Governor Mills asks Commerce Secretary to delay implementation of gear marking and change to right whale rule


In a letter to Commerce Secretary Gina Raimondo today, Governor Janet Mills urged NOAA Fisheries to take swift action to reduce the unnecessary economic damage to Maine fishermen that the recently announced federal whale protection rule will cause.

“I don’t think this rule, as drafted, should take effect and, at the very least, I urge you to ask NOAA Fisheries to delay the implementation of the rule of tagging gear and equipment. gear modifications (including trawling and insertion of weak points) on 1 July 2022 ‘, writes Governor Mills.

“It is completely unfair that Maine lobster vessels continue to be the primary target of heavy regulations, despite the many effective mitigation measures they have taken and despite data showing that collisions with vessels and gear Canadian fisheries continue to pose a significant risk to right whales. she wrote.

On August 31, 2021, the National Marine Fisheries Service (NMFS) released the Atlantic Large Whale Catch Reduction Rule. In response, Governor Mills joined U.S. Senators Susan Collins and Angus King, and U.S. Representatives Chellie Pingree and Jared Golden oppose the rule.

In her letter today, Governor Mills noted the gear marking requirements that are “very different from what was in the proposed rule.” Maine implemented a state-specific gear marking regulation in 2020 that provides flexibility for fishermen moving gear from offshore waters to coastal waters. After contacting NOAA, Maine expected that this would be reflected in the final rule. Instead, the final rule will require that many anglers “buy a second set of bottom lines”, wrote Governor Mills.

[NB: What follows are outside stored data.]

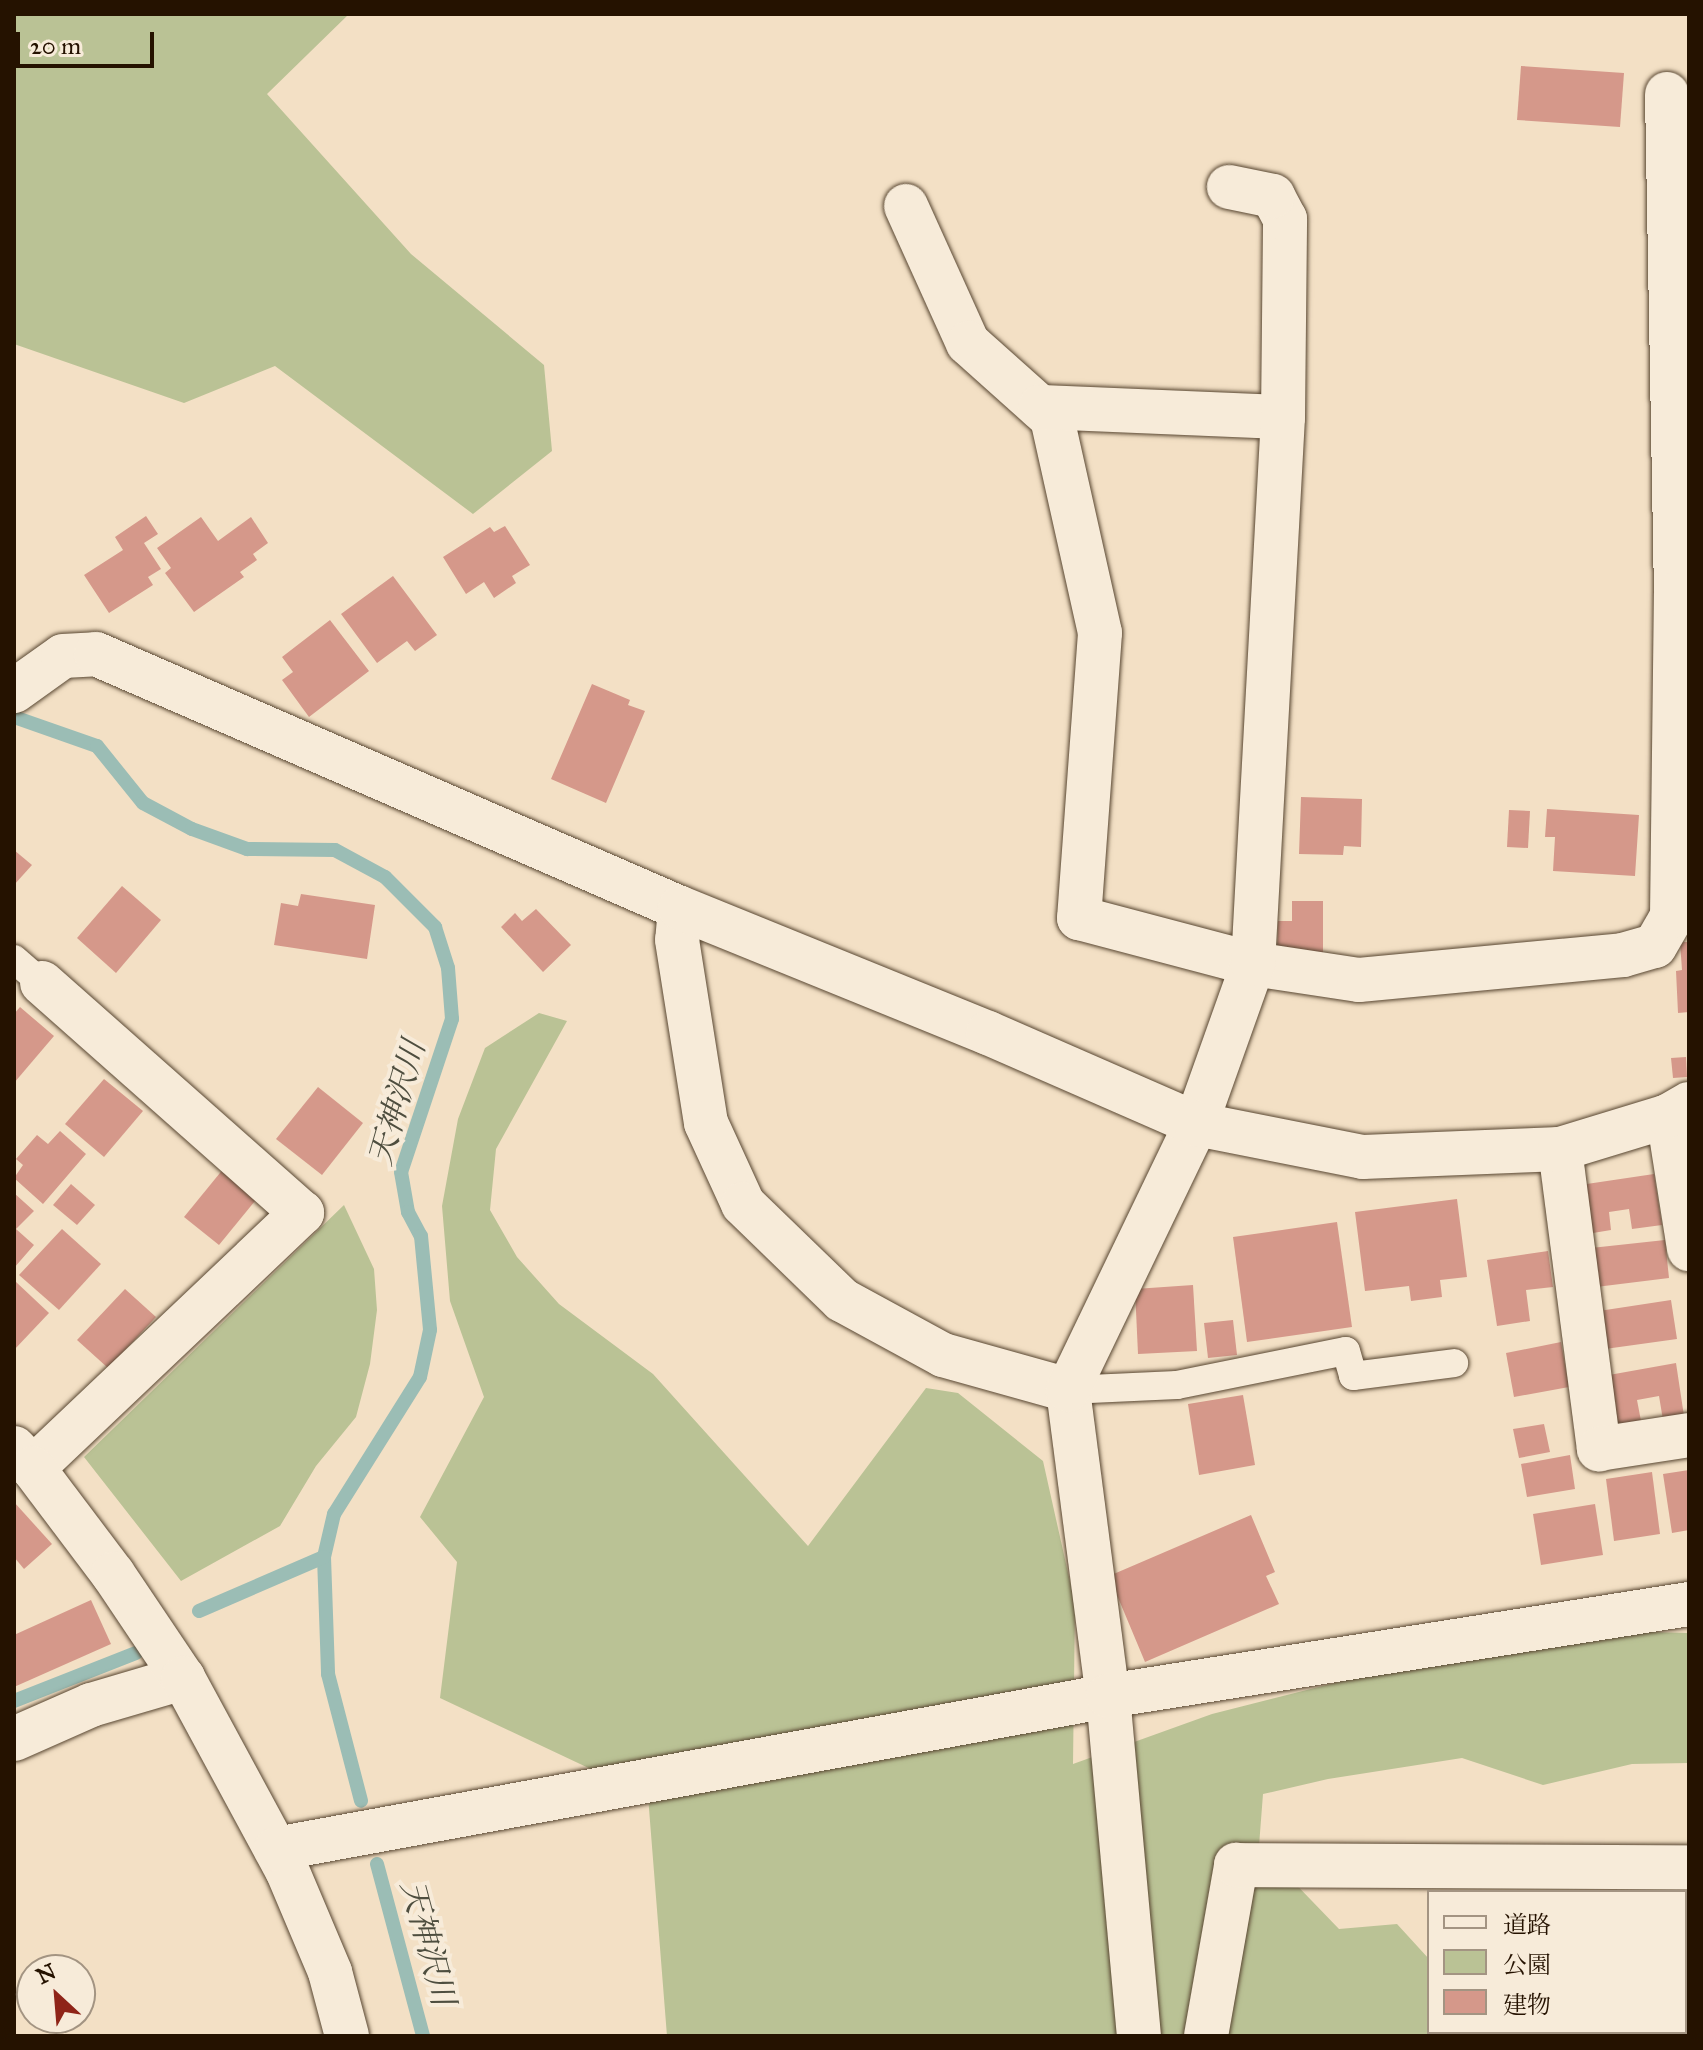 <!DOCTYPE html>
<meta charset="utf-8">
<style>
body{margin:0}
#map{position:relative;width:1703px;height:2050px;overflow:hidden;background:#f3e0c5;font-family:"IM FELL Great Primer","Noto Serif JP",serif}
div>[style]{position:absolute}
.green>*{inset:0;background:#bac295}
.stream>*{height:14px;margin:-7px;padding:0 7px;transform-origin:7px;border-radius:7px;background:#9bbdb5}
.building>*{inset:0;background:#d5988a}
.roads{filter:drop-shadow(0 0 2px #584631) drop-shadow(0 0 2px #584631)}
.lane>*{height:28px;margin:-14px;padding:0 14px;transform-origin:14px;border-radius:14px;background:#f7ebd9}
.street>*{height:44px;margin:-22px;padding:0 22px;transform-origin:22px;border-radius:22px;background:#f7ebd9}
.secondary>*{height:44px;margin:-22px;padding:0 22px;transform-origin:22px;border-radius:22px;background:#f7ebd9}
span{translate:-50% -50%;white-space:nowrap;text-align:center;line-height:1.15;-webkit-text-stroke:8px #f7ebd9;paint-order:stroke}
.water-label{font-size:32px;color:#4e4e3f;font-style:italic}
.frame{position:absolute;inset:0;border:16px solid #251200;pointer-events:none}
.legend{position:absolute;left:1427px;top:1890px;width:260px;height:144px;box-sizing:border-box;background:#f7ebd9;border:2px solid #a39482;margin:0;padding:10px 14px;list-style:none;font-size:24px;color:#251200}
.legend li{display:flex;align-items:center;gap:16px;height:40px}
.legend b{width:40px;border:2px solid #a39482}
.north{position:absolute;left:16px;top:1954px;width:80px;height:80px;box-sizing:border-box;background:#f7ebd9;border:2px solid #a39482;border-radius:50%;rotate:334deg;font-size:22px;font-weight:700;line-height:32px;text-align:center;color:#251200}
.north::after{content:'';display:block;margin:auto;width:28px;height:36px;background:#8f2418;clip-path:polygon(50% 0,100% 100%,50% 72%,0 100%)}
.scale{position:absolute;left:16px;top:32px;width:138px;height:36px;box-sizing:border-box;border:4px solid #251200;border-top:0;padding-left:10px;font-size:24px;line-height:28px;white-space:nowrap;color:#251200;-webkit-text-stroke:6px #f7ebd9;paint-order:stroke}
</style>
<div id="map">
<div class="green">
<i style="clip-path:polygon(14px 14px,349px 14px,267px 94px,411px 254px,544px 365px,552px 451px,473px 514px,275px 366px,184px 403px,14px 344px)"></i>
<i style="clip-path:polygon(539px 1013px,567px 1021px,496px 1149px,490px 1210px,517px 1257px,559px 1304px,653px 1374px,808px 1546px,926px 1388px,958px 1393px,1043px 1461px,1075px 1604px,1073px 1764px,1212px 1714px,1410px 1664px,1651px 1632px,1689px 1633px,1689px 1763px,1632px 1764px,1543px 1785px,1462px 1758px,1328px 1779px,1263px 1794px,1259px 1846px,1339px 1929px,1397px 1924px,1429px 1959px,1429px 2032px,1497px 2032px,1501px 2036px,667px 2036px,648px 1796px,440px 1698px,457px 1562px,420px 1517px,484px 1397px,450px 1301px,442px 1206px,458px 1119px,485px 1048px)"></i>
<i style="clip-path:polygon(344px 1205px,374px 1269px,377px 1310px,370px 1364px,356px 1417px,316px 1466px,280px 1526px,181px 1581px,84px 1457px)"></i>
</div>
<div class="stream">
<i style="left:14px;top:717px;width:88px;rotate:19.3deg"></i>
<i style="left:97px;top:746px;width:73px;rotate:51.1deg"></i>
<i style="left:143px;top:803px;width:55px;rotate:28deg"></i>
<i style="left:192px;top:829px;width:59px;rotate:20deg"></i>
<i style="left:247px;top:849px;width:88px;rotate:0.7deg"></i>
<i style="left:335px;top:850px;width:57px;rotate:28.4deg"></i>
<i style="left:385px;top:877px;width:71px;rotate:45deg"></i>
<i style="left:435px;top:927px;width:43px;rotate:72.4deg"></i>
<i style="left:448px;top:968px;width:51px;rotate:85.5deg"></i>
<i style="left:452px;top:1019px;width:161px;rotate:108.4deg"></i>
<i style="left:401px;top:1172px;width:41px;rotate:80.1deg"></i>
<i style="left:408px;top:1212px;width:27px;rotate:62deg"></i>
<i style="left:421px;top:1236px;width:94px;rotate:84.5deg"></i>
<i style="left:430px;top:1330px;width:48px;rotate:102deg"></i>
<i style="left:420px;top:1377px;width:162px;rotate:122.1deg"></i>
<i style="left:334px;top:1514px;width:44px;rotate:103.1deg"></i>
<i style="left:324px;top:1557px;width:117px;rotate:88deg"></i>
<i style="left:328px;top:1674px;width:131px;rotate:75.4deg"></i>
<i style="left:199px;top:1611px;width:136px;rotate:-23.4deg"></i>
<i style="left:14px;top:1701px;width:131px;rotate:-21.5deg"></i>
<i style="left:377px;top:1864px;width:178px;rotate:75deg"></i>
</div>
<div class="building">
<i style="clip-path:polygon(1521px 66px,1624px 73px,1620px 127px,1517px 120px)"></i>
<i style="clip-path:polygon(146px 516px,158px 534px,144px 543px,161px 569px,148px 577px,153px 585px,109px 613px,84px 575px,123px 550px,115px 537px)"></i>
<i style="clip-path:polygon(201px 517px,218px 541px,251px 517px,268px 543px,253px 554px,257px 560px,240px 572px,244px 577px,194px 612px,165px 573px,171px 568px,157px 548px)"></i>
<i style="clip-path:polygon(505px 526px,530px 565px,512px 576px,516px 583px,494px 598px,484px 582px,466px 594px,443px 557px,490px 527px,494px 532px)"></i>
<i style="clip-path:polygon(393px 576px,437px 635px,415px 651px,407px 641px,377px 663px,341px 614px)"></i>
<i style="clip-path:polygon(330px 620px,369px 671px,309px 717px,282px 680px,293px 672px,282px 657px)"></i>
<i style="clip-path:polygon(592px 684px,630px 700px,628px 705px,645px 711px,606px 803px,551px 779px)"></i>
<i style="clip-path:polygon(1301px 797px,1362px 799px,1361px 847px,1344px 846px,1343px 855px,1299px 854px)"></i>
<i style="clip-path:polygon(1547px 809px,1639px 815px,1635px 876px,1553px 871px,1555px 837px,1545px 837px)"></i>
<i style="clip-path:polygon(1509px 810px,1530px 811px,1528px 848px,1507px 847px)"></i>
<i style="clip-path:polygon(14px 850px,32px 865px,14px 885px)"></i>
<i style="clip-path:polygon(122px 886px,161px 920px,116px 973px,77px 938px)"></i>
<i style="clip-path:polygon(301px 894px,375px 905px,367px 959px,274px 945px,281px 903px,298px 906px)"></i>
<i style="clip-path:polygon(1292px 901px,1323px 901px,1323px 959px,1277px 959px,1278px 921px,1292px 921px)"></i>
<i style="clip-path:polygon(536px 909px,571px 945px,543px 972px,501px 927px,515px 913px,522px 921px)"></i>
<i style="clip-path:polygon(1680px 942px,1689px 942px,1689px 1012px,1678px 1013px,1676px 971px,1682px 970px)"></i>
<i style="clip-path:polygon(20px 1007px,54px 1036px,14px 1083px,14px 1014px)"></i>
<i style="clip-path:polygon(1686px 1057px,1687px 1077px,1673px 1078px,1671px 1058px)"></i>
<i style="clip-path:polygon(104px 1079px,143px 1111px,104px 1157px,65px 1124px)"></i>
<i style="clip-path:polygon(318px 1087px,363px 1123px,322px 1175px,276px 1139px)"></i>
<i style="clip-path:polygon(60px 1131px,86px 1154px,43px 1204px,14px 1178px,23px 1165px,16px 1159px,37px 1135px,48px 1144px)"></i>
<i style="clip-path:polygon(224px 1168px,259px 1196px,219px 1245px,184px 1217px)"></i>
<i style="clip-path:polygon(1654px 1174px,1662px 1225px,1632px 1229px,1629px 1209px,1609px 1212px,1611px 1230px,1587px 1234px,1580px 1185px)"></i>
<i style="clip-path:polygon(71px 1184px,95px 1205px,77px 1225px,53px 1205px)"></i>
<i style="clip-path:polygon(14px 1193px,34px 1211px,16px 1229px,34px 1245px,14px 1268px)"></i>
<i style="clip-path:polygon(1457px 1199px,1467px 1277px,1440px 1280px,1442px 1297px,1411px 1301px,1409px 1286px,1365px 1291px,1355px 1212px)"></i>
<i style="clip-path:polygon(1337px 1222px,1352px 1327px,1247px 1342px,1233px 1237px)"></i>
<i style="clip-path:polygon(62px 1229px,101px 1264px,59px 1310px,19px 1275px)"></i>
<i style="clip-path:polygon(1665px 1240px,1669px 1278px,1596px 1287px,1591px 1248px)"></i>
<i style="clip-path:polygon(1548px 1251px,1553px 1287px,1526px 1290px,1530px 1321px,1497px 1326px,1487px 1260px)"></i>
<i style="clip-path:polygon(15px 1281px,49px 1313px,14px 1350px,14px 1282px)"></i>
<i style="clip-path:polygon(1193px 1285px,1197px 1351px,1138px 1354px,1135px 1289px)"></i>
<i style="clip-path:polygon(125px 1289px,156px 1317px,108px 1368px,77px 1340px)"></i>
<i style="clip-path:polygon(1671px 1300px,1677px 1339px,1605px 1349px,1599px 1311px)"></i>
<i style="clip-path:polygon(1233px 1320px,1237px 1355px,1208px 1358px,1204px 1323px)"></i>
<i style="clip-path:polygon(1561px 1342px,1569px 1387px,1514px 1397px,1506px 1353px)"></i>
<i style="clip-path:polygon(1676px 1363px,1684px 1416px,1663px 1420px,1659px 1396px,1637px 1400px,1641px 1421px,1618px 1425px,1609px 1375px)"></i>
<i style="clip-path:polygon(1243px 1395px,1255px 1465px,1199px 1475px,1188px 1404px)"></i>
<i style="clip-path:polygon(1544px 1424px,1550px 1452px,1519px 1458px,1513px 1429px)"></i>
<i style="clip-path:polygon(1570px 1455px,1575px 1489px,1527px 1497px,1521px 1464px)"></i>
<i style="clip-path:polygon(1689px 1470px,1689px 1530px,1672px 1533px,1663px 1474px)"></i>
<i style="clip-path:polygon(1652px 1472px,1660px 1534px,1614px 1541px,1606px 1479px)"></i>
<i style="clip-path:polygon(14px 1502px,52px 1544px,24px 1569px,14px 1557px)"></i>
<i style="clip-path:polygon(1595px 1504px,1603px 1555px,1541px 1565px,1533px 1514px)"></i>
<i style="clip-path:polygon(1251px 1515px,1275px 1572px,1266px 1576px,1279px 1604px,1145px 1662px,1109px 1576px)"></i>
<i style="clip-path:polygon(91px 1600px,111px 1644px,14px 1687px,14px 1635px)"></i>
<i style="clip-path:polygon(1543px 2032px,1605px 2032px,1601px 2036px,1538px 2036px)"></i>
</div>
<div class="roads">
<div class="lane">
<i style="left:14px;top:959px;width:37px;rotate:41deg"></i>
<i style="left:1068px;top:1390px;width:109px;rotate:-2.6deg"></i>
<i style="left:1177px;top:1385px;width:172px;rotate:-11.4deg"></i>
<i style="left:1346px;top:1351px;width:26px;rotate:74deg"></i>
<i style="left:1353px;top:1376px;width:102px;rotate:-7.3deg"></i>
</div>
<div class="street">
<i style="left:1667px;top:94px;width:500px;rotate:88.97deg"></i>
<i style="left:906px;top:206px;width:150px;rotate:65.7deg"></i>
<i style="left:968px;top:343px;width:113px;rotate:41.8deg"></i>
<i style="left:1052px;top:418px;width:220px;rotate:77.4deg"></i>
<i style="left:1100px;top:633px;width:286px;rotate:94.2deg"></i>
<i style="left:1079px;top:918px;width:180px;rotate:14.8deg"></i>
<i style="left:1253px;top:964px;width:107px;rotate:8.6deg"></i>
<i style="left:1359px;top:980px;width:265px;rotate:-5.4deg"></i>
<i style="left:1623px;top:955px;width:33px;rotate:-16deg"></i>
<i style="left:1655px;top:946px;width:34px;rotate:-60deg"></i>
<i style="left:1672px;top:916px;width:322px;rotate:-89.3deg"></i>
<i style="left:1676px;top:594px;width:13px"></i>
<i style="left:1040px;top:407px;width:243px;rotate:2.4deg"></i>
<i style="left:680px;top:908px;width:32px;rotate:95deg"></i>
<i style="left:677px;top:940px;width:185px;rotate:81deg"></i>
<i style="left:706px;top:1123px;width:89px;rotate:65.4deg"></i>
<i style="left:743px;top:1204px;width:138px;rotate:44.1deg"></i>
<i style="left:842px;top:1300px;width:115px;rotate:28.6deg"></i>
<i style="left:943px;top:1355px;width:130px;rotate:15.6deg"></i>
<i style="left:1068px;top:1390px;width:309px;rotate:82.6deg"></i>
<i style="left:1108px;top:1696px;width:341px;rotate:84.8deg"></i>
<i style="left:1668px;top:1116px;width:135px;rotate:81deg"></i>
<i style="left:1560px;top:1149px;width:303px;rotate:82.6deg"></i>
<i style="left:1599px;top:1449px;width:91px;rotate:-8.8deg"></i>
<i style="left:1068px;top:1390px;width:295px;rotate:-64.3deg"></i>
<i style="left:1196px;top:1124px;width:170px;rotate:-70.4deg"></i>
<i style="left:1253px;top:964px;width:548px;rotate:-86.86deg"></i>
<i style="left:1283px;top:417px;width:198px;rotate:-89.4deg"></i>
<i style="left:1285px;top:219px;width:26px;rotate:-118deg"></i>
<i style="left:1273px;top:196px;width:45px;rotate:-168.4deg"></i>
<i style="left:33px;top:1468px;width:371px;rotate:-43.5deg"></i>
<i style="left:302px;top:1213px;width:347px;rotate:-138.5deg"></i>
<i style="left:14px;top:1739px;width:84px;rotate:-23.8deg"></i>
<i style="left:91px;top:1705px;width:96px;rotate:-16.4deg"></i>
<i style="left:1679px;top:2032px;width:5px;rotate:53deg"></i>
<i style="left:1206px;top:2036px;width:174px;rotate:-80deg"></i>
<i style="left:1236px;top:1865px;width:453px;rotate:0.3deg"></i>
</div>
<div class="secondary">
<i style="left:14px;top:691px;width:60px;rotate:-35.5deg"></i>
<i style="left:63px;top:656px;width:33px;rotate:-3deg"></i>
<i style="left:96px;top:654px;width:637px;rotate:23.51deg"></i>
<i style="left:680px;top:908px;width:332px;rotate:22.1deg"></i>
<i style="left:988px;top:1033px;width:227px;rotate:23.6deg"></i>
<i style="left:1196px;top:1124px;width:170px;rotate:11.2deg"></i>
<i style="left:1363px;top:1157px;width:197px;rotate:-2.3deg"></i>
<i style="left:1560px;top:1149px;width:113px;rotate:-17deg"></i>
<i style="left:1668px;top:1116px;width:24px;rotate:-30deg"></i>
<i style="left:14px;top:1448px;width:28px;rotate:46deg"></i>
<i style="left:33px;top:1468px;width:133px;rotate:53deg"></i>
<i style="left:113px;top:1574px;width:125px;rotate:56.1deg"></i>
<i style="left:183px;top:1678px;width:218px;rotate:61.6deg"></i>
<i style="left:287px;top:1870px;width:111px;rotate:67.1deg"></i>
<i style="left:330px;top:1972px;width:66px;rotate:75.1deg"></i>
<i style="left:276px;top:1849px;width:846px;rotate:-10.42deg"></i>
<i style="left:1108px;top:1696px;width:588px;rotate:-9deg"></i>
</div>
</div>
<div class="water-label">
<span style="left:398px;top:1103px;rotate:-74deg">天神沢川</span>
<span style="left:427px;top:1943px;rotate:75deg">天神沢川</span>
</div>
<div class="frame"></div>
<ul class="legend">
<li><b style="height:10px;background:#f7ebd9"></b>道路</li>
<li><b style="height:22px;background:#bac295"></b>公園</li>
<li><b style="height:22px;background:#d5988a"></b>建物</li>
</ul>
<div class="north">N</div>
<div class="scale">20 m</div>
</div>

She pointed out that the cost to fishermen of a second set of longlines is estimated to be over $ 9 million.

The loss of income associated with the May 1, 2022 implementation deadline for marking and modifying required gear will also unfairly weigh on Maine fishermen. “Fishermen who fish year round usually don’t start swinging their gear to shore until May. However, in order to meet the new requirements of the rule, fishermen schedule a month or more of gear work to bring them into compliance. Due to the NOAA deadline, the gear will have to be brought back to port in March or April, when the price of lobster is very high ”, wrote Governor Mills.

The expected loss from the implementation date, which was established without industry input, is between $ 15 million and $ 25 million.

Governor Mills has repeatedly defended Maine’s vital lobster industry and its workers in the face of the federal government’s right whale proposal. Last year, she wrote to the Commerce Department urging them to reject a petition from Pew Charitable Trusts calling for three seasonal offshore closures in the Gulf of Maine that would ban the use of vertical lines in lobster fisheries. American and Jonah crab in four regions of the New England coast.

She also filed comments with the National Oceanic and Atmospheric Administration (NOAA) on the draft biological advice for ten fisheries management plans in the Grand Atlantic region, focusing on the North Atlantic right whale. , expressing “grave concern” and warning that it would be economically devastating. and fundamentally change the lobster fishery in Maine.

His administration, through the Maine Department of Marine Resources, also plans to seek intervenor status in the ongoing Center for Biological Diversity v. Ross in DC Circuit U.S. District Court to prevent the court from overturning the biological opinion. (BiOp). If the organic opinion is overturned by the court, the potential result is the closure of the entire fishery. The Governor is supporting the effort by funding the use of specialized external advice through the Governor’s Emergency Account.

A copy of the letter is attached (PDF).